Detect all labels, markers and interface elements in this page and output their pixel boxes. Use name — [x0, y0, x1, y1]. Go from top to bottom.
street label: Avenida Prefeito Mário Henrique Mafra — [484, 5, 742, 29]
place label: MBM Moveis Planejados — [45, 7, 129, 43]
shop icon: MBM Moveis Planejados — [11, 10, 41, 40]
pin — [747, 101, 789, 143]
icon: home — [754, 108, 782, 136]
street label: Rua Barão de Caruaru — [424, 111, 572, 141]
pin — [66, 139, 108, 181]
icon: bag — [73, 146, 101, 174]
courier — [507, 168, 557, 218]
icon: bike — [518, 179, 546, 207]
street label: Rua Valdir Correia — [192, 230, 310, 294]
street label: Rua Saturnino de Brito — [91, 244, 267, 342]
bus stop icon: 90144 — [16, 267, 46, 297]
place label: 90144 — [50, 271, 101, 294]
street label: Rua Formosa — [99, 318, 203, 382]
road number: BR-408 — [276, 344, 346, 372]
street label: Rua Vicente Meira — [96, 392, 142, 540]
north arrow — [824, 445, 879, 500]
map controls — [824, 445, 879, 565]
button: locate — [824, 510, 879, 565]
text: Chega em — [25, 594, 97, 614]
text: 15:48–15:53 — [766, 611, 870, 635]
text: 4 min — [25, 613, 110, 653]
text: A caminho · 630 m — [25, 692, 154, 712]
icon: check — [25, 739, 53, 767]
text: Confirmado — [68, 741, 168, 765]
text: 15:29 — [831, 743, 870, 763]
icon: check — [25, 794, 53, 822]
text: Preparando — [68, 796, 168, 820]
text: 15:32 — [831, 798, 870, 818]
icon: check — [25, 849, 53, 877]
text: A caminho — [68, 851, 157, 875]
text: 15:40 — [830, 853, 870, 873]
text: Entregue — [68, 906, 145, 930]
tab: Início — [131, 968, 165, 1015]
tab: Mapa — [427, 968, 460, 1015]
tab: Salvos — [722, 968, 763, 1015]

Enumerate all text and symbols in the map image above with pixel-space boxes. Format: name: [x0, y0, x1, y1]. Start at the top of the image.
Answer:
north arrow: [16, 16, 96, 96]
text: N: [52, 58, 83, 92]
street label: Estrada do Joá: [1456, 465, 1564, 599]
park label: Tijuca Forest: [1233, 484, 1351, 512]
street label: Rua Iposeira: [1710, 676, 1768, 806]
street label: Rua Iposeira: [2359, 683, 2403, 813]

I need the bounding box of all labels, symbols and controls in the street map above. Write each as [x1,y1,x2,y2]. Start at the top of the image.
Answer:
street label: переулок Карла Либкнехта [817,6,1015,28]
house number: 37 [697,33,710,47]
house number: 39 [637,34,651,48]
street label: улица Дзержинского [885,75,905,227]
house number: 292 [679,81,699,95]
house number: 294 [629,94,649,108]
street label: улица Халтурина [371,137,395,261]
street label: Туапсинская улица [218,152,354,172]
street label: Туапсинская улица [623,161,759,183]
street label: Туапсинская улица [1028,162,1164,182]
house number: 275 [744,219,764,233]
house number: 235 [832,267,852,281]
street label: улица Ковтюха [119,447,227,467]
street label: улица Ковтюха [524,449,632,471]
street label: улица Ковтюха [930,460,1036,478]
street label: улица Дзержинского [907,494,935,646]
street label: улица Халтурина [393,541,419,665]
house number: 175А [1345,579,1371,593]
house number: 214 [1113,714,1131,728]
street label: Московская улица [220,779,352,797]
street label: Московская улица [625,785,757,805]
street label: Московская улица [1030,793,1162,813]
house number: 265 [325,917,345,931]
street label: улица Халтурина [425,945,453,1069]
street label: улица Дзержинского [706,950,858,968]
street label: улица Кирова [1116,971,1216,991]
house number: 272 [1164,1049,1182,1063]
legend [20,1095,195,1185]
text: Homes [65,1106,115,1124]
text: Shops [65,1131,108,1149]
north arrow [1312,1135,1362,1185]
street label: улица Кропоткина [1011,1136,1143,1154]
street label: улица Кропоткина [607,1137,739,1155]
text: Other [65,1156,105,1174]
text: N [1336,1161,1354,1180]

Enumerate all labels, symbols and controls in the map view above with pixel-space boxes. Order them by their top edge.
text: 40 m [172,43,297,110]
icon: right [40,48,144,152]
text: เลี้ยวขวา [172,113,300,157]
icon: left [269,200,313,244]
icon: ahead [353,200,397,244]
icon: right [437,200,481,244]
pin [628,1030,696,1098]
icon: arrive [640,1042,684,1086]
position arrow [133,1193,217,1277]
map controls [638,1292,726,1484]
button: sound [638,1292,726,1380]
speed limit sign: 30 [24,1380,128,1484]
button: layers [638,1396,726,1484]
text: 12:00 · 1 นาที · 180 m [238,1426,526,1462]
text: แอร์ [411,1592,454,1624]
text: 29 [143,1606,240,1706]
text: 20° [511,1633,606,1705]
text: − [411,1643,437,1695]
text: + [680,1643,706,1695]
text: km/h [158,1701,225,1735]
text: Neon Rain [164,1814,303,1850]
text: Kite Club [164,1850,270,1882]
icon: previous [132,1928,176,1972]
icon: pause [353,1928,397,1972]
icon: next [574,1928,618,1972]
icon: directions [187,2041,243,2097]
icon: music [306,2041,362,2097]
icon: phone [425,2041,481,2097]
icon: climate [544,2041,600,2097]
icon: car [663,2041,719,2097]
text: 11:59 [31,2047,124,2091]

**********

=== Aim of the exercise ===
The answer is the run of lines above from the line containing "Enumerate all text" through the line containing "I need the bounding", copied exactly and alone.

=== Exercise answer ===
Enumerate all text and symbols in the map image above with pixel-space boxes. Format: name: [x0, y0, x1, y1]. Start at the top of the image.
Answer:
north arrow: [16, 16, 96, 96]
text: N: [52, 58, 83, 92]
street label: Estrada do Joá: [1456, 465, 1564, 599]
park label: Tijuca Forest: [1233, 484, 1351, 512]
street label: Rua Iposeira: [1710, 676, 1768, 806]
street label: Rua Iposeira: [2359, 683, 2403, 813]

I need the bounding box of all labels, symbols and controls in the street map above. Write each as [x1,y1,x2,y2]. Start at the top of the image.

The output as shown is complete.